* [WORK REQUIRED]
After reading the data below, copy out every line that contains the word "limit".

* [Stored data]

══════

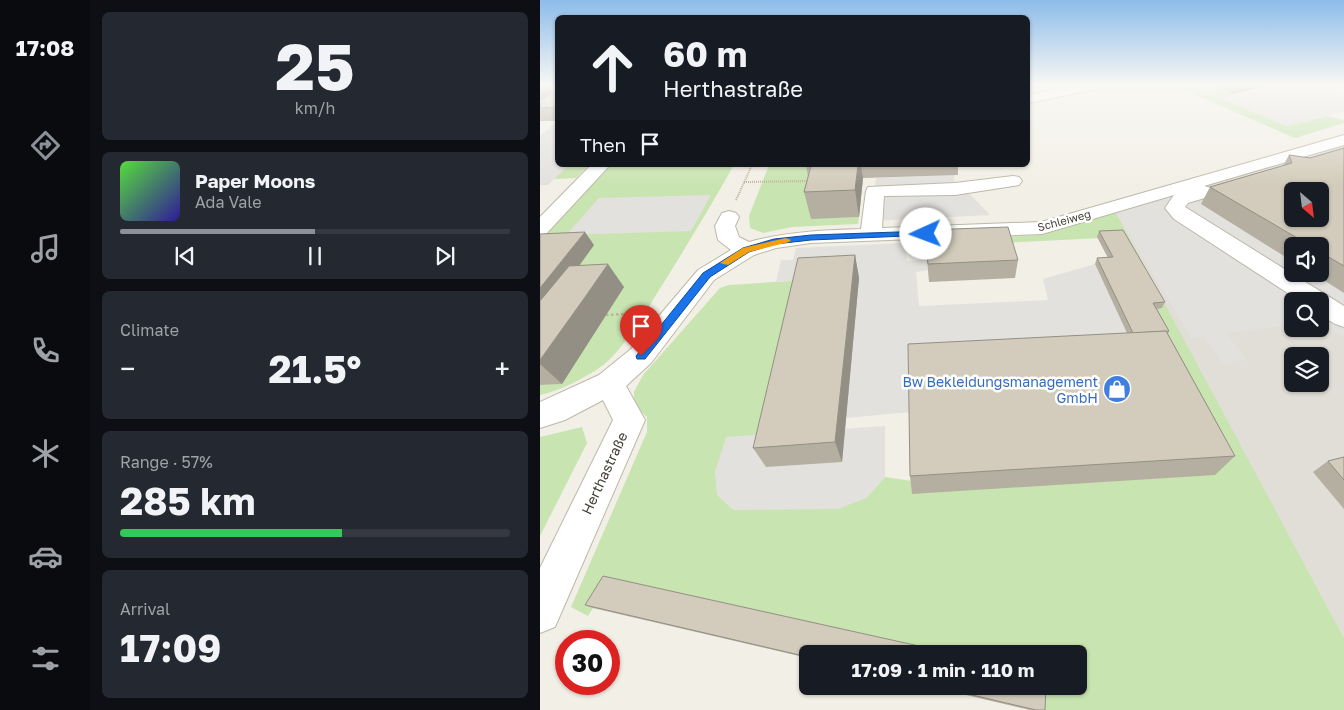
<!DOCTYPE html>
<html lang="en">
<head>
<meta charset="utf-8">
<style>
  :root { --surface:#171b24; --page:#242831; --text:#f1f3f6; --muted:#9ea1a6; --line:#363941; --accent:#8c9099 }
  body { margin:0; font-family:"Golos Text",sans-serif; background:var(--page); color:var(--text); height:100vh; display:flex; flex-direction:column; font-size:19px; white-space:nowrap }
  * { box-sizing:border-box; margin:0 }
  p { font-size:16px; color:var(--muted) }
  .icon { flex:none; width:28px; height:28px; fill:none; stroke:currentColor; stroke-width:2; stroke-linecap:round; stroke-linejoin:round }
  .map { position:relative; flex:1; overflow:hidden }
  .details { display:flex; flex-direction:column; gap:12px; padding:12px; background:#0d0f14; width:450px }
  .details>* { flex:none }
  .banner { position:absolute; left:15px; top:15px; width:475px; height:152px; border-radius:8px; box-shadow:0 1px 4px #0004; background:#171b24; color:var(--text); overflow:hidden }
  .needle { width:32px; rotate:152deg }
  .controls { position:absolute; left:744px; top:182px; display:grid; gap:10px }
  .controls a { display:grid; place-items:center; width:45px; height:45px; border-radius:8px; background:var(--surface); box-shadow:0 1px 4px #0004; font-size:25px }
  .speed { position:absolute; left:15px; top:630px; display:flex; gap:10px; font-size:25px; font-weight:700; text-align:center }
  .speed>* { display:grid; place-content:center; width:65px; height:65px; border-radius:50%; background:var(--surface); box-shadow:0 1px 4px #0004; line-height:1 }
  .speed .limit { border:8px solid #d22; background:#fff; color:#111 }
  .pin { position:absolute; display:grid; place-items:center; width:42px; height:42px; color:#fff; margin:-51px -21px; border-radius:50% 50% 50% 0; rotate:-45deg; box-shadow:0 0 5px #0007 }
  .pin .icon { rotate:45deg }
  .me { position:absolute; width:55px; margin:-28px; rotate:268deg; stroke-linejoin:round; filter:drop-shadow(0 0 4px #0008) }
  .turn { display:flex; align-items:center; gap:18px; height:105px; padding:0 25px; font-size:22px }
  .turn .icon { width:65px; height:65px; stroke-width:2.5 }
  .turn b { display:block; font-size:35px; line-height:42px }
  .then { display:flex; align-items:center; height:48px; padding:0 25px; background:#0003; gap:10px; font-size:19px }
  .big { font-size:38px; font-weight:700; line-height:1.1 }
  .details .widget { flex:1; display:flex; flex-direction:column; justify-content:center; gap:8px; min-width:0; padding:0 18px; border-radius:8px; background:var(--page) }
  .details .dial { align-items:center; gap:0 }
  .dial b { font-size:65px; line-height:1 }
  .song { display:flex; align-items:center; gap:15px }
  .cover { width:60px; height:60px; border-radius:8px; background:linear-gradient(135deg,hsl(110 70% 55%),hsl(250 70% 35%)) }
  .played { height:5px; border-radius:2px; background:linear-gradient(90deg,var(--accent) 50%,var(--line) 50%) }
  .keys { display:flex; justify-content:space-around; direction:ltr }
  .heat { display:flex; justify-content:space-between; align-items:center; font-size:28px; direction:ltr }
  .charge { height:8px; border-radius:4px; background:linear-gradient(90deg,#34c759 57%,var(--line) 0) }
  .trip { position:absolute; left:259px; top:645px; width:288px; height:50px; border-radius:8px; background:var(--surface); box-shadow:0 1px 4px #0004; font-weight:700; line-height:50px; text-align:center }
  main { display:flex; flex:1; min-height:0 }
  .tabs { display:flex; flex-direction:column; width:90px; justify-content:space-around; align-items:center; background:#090b0e; color:var(--muted) }
  .tabs .icon { width:35px; height:35px }
  .tabs .on { color:var(--accent) }
  .tabs b { font-size:22px; color:var(--text) }
  .map>svg:first-child { display:block }
</style>
</head>
<body>
<main>
<nav class="tabs">
<b>17:08</b>
<svg class="icon on" aria-label="directions" viewBox="0 0 24 24"><path d="M12 3l9 9-9 9-9-9zM9 14v-3h6M13 9l2 2-2 2"/></svg>
<svg class="icon" aria-label="music" viewBox="0 0 24 24"><path d="M9 18V5l10-2v13"/><circle cx="6" cy="18" r="3"/><circle cx="16" cy="16" r="3"/></svg>
<svg class="icon" aria-label="phone" viewBox="0 0 24 24"><path d="M5 4h4l2 5-3 2q2 4 5 5l2-3 5 2v4C11 20 4 13 5 4z"/></svg>
<svg class="icon" aria-label="climate" viewBox="0 0 24 24"><path d="M12 3v18M4 7l16 10M4 17L20 7"/></svg>
<svg class="icon" aria-label="car" viewBox="0 0 24 24"><path d="M5 17H2v-5l4-1 3-4h7l3 4 3 1v5h-3M9 17h6M6 11h13"/><circle cx="7" cy="17" r="2"/><circle cx="17" cy="17" r="2"/></svg>
<svg class="icon" aria-label="filters" viewBox="0 0 24 24"><path d="M4 7h16M4 17h16"/><circle cx="9" cy="7" r="2"/><circle cx="15" cy="17" r="2"/></svg>
</nav>
<section class="details">
<div class="widget dial"><b>25</b><p>km/h</p></div>
<div class="widget">
<div class="song"><i class="cover"></i><div><b>Paper Moons</b><p>Ada Vale</p></div></div>
<div class="played"></div>
<div class="keys"><svg class="icon" aria-label="previous" viewBox="0 0 24 24"><path d="M18 5L8 12l10 7zM5 5v14"/></svg><svg class="icon" aria-label="pause" viewBox="0 0 24 24"><path d="M8 5v14M16 5v14"/></svg><svg class="icon" aria-label="next" viewBox="0 0 24 24"><path d="M6 5l10 7-10 7zM19 5v14"/></svg></div>
</div>
<div class="widget"><p>Climate</p>
<div class="heat"><a>−</a><b class="big">21.5°</b><a>+</a></div>
</div>
<div class="widget"><p>Range · 57%</p><b class="big">285 km</b><div class="charge"></div></div>
<div class="widget"><p>Arrival</p><b class="big">17:09</b></div>
</section>
<div class="map">
<svg width="804" height="710" viewBox="0 0 804 710">
  <rect width="100%" height="100%" fill="#f2efe6"/>
  <path fill="#e1ded7" fill-rule="evenodd" d="M804,144v494l-229,-424zM752,191h28v28h-28zM752,246h28v28h-28zM752,301h28v28h-28zM752,356h28v28h-28z"/>
  <g fill="#c8e4b0">
    <polygon points="632,85 650,87 671,85 695,95 681,98 747,126 787,116 804,120 804,123 755,138"/>
    <polygon points="28,165 49,165 36,178 14,179"/>
    <path d="M71,165h123c-24,42 -49,84 -75,125 -15,25 -30,50 -51,71 -16,14 -48,30 -68,34v-10l22,-1 62,-97 -84,16v-62z"/>
    <polygon points="229,165 283,165 271,218 319,217 318,224 252,227 223,233 210,228 209,216"/>
    <polygon points="576,213 804,638 804,710 503,710 504,686 538,686 538,654 405,654 53,608 48,616 31,607 107,432 107,417 94,405 94,392 103,375 180,288 189,285 264,280 233,433 326,498 345,477 372,481 675,475 581,237 366,248 365,243 499,235"/>
    <polygon points="42,427 47,443 0,536 0,437"/>
  </g>
  <g fill="#e3e1dd">
    <polygon points="739,85 771,85 804,95 804,111 748,126 680,98"/>
    <polygon points="15,123 18,123 18,165 28,165 8,185 0,185 0,136"/>
    <polygon points="414,175 415,188 423,187 450,215 332,221 336,178"/>
    <polygon points="644,193 752,261 752,274 774,274 804,293 804,336 780,328 780,301 752,301 752,325 686,333 707,360 684,364 664,337 651,337 576,213"/>
    <polygon points="171,195 151,231 26,235 59,198"/>
    <polygon points="365,243 367,261 387,260 388,270 376,272 379,306 508,300 503,279 555,264 590,339 371,412 306,418 264,280 236,282 241,260 253,260 256,248"/>
    <polygon points="345,426 345,477 326,498 298,509 193,510 177,495 175,472 186,437"/>
  </g>
  <g fill="none" stroke-linecap="round" stroke-linejoin="round">
    <g stroke="#bcb8a9" stroke-width="2">
      <g id="minor">
        <polygon points="537,85 564,85 558,89 488,103 488,95"/>
        <path d="M804,135v10l-140,41 7,2 2,4 -2,4 -23,7 -3,4 159,99v21l-9,-3 -15,-9v-14h-20l-126,-82 -9,-11 9,-13 -132,39 -231,9 -35,5 -22,7 -40,25 -63,83 -25,23 19,34 -90,207 -15,6v-65l73,-148 -10,-20 -38,20 -25,8v-26l59,-27 32,-26 67,-79 33,-20 -13,-10 -3,-14 7,-13 7,-2 7,2 3,4 -4,9 4,11 10,5c37,-10 74,-12 112,-13l5,-38 2,-4 87,-4 58,-7 6,1 3,4 -3,4 -64,10 -71,1 -2,32 159,-6z"/>
        <polygon points="51,165 70,165 7,233 0,235 0,217"/>
      </g>
    </g>
    <g stroke="#bdb49b" stroke-width="2" stroke-dasharray="1 1" stroke-linecap="butt">
      <polyline points="204,182 270,181"/>
      <polyline points="196,200 212,165"/>
    </g>
    <polyline stroke="#bdb49b" stroke-width="2.5" stroke-dasharray="2.5 2.5" stroke-linecap="butt" points="66,315 104,313"/>
    <use href="#minor" fill="#fff" fill-rule="evenodd"/>
  </g>
  <g fill="#b5afa2">
    <rect x="0" y="85" width="18" height="36"/>
    <polygon points="671,85 731,85 692,94"/>
    <polygon points="804,148 804,293 774,274 780,274 780,246 752,246 752,261 661,204 670,187 743,166 749,155 770,158"/>
    <polygon points="266,165 418,165 418,175 323,178 319,217 271,219 264,192 268,177"/>
    <polygon points="385,230 478,260 475,278 389,282 386,248"/>
    <polygon points="559,231 625,302 622,308 617,309 629,331 628,334 695,456 675,475 372,494 370,476 587,333 555,264 557,258 568,258 557,237"/>
    <polygon points="0,234 54,245 40,265 84,287 22,384 0,385"/>
    <polygon points="315,255 319,278 302,462 226,467 213,448"/>
    <polygon points="804,457 804,509 773,472 788,461"/>
    <polygon points="45,605 268,654 268,658 53,608"/>
    <polygon points="388,686 506,686 505,710 490,710"/>
  </g>
  <g fill="#948f84">
    <polygon points="0,85 14,85 18,91 0,102"/>
    <polygon points="650,85 660,85 650,87"/>
    <polygon points="696,85 731,85 692,94"/>
    <polygon points="318,165 321,165 323,178 319,217 315,190"/>
    <polygon points="45,232 54,245 8,308 0,299 0,288"/>
    <polygon points="315,255 319,278 302,462 295,442"/>
    <polygon points="68,264 84,287 22,384 0,364 0,360"/>
  </g>
  <g fill="#d3ccbc" stroke="#948f84" fill-rule="evenodd">
    <polygon points="11,85 18,85 18,107 0,108 0,100 11,94"/>
    <path d="M804,148v118l-24,-14v-6h-9l-101,-59 82,-24 -3,-8 21,3zM752,191h28v28h-28z"/>
    <polygon points="271,165 318,165 315,190 264,192 271,166"/>
    <polygon points="468,227 478,260 388,264 385,230"/>
    <polygon points="583,230 625,302 613,303 629,331 593,333 557,258 573,257 559,231"/>
    <polygon points="45,232 0,288 0,234"/>
    <polygon points="315,255 295,442 213,448 258,258"/>
    <polygon points="68,264 48,293 0,360 0,301 29,266"/>
    <polygon points="626,331 695,456 370,476 368,344"/>
    <polygon points="804,457 804,480 788,461"/>
    <polygon points="63,576 415,654 268,654 268,657 45,605"/>
    <polygon points="394,686 506,686 505,710 496,710"/>
  </g>
  <linearGradient id="sky" x2="0" y2="1"><stop stop-color="#8dbcea"/><stop offset="0.46" stop-color="#f9f8f4"/><stop offset="1" stop-color="#f9f8f4" stop-opacity="0"/></linearGradient>
  <rect width="804" height="185" fill="url(#sky)"/>
  <polygon fill="#1a73e8" stroke="#114b97" points="386,231 390,232 390,235 271,240 235,244 209,252 170,277 105,359 97,359 96,356 163,273 203,248 234,239 271,235"/>
  <polygon fill="#f59e0b" points="246,238 251,240 249,242 209,252 188,265 180,263 203,248"/>
  <defs>
    <g id="shop-disc" transform="scale(1.4375)"><circle r="9.5" fill="#3f7fe0" stroke="#fff"/><path d="M-5-2.5h2.3a2.7 3.5 0 0 1 5.4 0H5L5.5 6h-11ZM-1.5-2.5h3a1.5 2.3 0 0 0-3 0Z" fill="#fff"/></g>
  </defs>
  <g fill-rule="evenodd">
    <use href="#shop-disc" x="577" y="389"/>
  </g>
  <g text-anchor="middle" dominant-baseline="central" stroke-width="5" stroke-linejoin="round" paint-order="stroke">
    <g font-size="11" fill="#444035" stroke="#fff">
      <text transform="translate(524 220) rotate(-15)">Schleiweg</text>
    </g>
    <g font-size="14" fill="#366cbe" stroke="#fff" text-anchor="end">
      <text x="558" y="381">Bw Bekleidungsmanagement<tspan x="558" dy="16">GmbH</tspan></text>
    </g>
    <g font-size="14" fill="#444035" stroke="#fff">
      <text transform="translate(64 473) rotate(-65)">Herthastraße</text>
    </g>
  </g>
</svg>
<div class="controls">
<a><svg class="needle" viewBox="-14 -14 28 28"><path d="M0-13l5 13h-10z" fill="#e53935"/><path d="M0 13l5-13h-10z" fill="#9ea1a6"/></svg></a>
<a><svg class="icon" aria-label="sound" viewBox="0 0 24 24"><path d="M4 9h4l5-4v14l-5-4H4zM17 9q2 3 0 6"/></svg></a>
<a><svg class="icon" aria-label="search" viewBox="0 0 24 24"><circle cx="10" cy="10" r="6"/><path d="M15 15l6 6"/></svg></a>
<a><svg class="icon" aria-label="layers" viewBox="0 0 24 24"><path d="M12 4l9 5-9 5-9-5zM3 14l9 5 9-5"/></svg></a>
</div>
<div class="speed"><div class="limit">30</div></div>
<div class="pin" style="left:101px;top:356px;background:#d93025"><svg class="icon" aria-label="arrive" viewBox="0 0 24 24"><path d="M6 21V4h12l-3 4 3 4H6"/></svg></div>
<svg class="me" style="left:386px;top:234px" viewBox="-20 -20 40 40"><circle r="19" fill="#fff"/><path d="M0-13L10 11 0 6-10 11z" fill="#1a73e8"/></svg>
<div class="trip">17:09 · 1 min · 110 m</div>
<div class="banner">
<div class="turn"><svg class="icon" aria-label="ahead" viewBox="0 0 24 24"><path d="M12 20V5M6 11l6-6 6 6"/></svg><div><b>60 m</b>Herthastraße</div></div>
<div class="then">Then<svg class="icon" aria-label="arrive" viewBox="0 0 24 24"><path d="M6 21V4h12l-3 4 3 4H6"/></svg></div>
</div>
</div>
</main>
</body>
</html>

══════

* [EXERCISE OUTPUT]
  .speed .limit { border:8px solid #d22; background:#fff; color:#111 }
<div class="speed"><div class="limit">30</div></div>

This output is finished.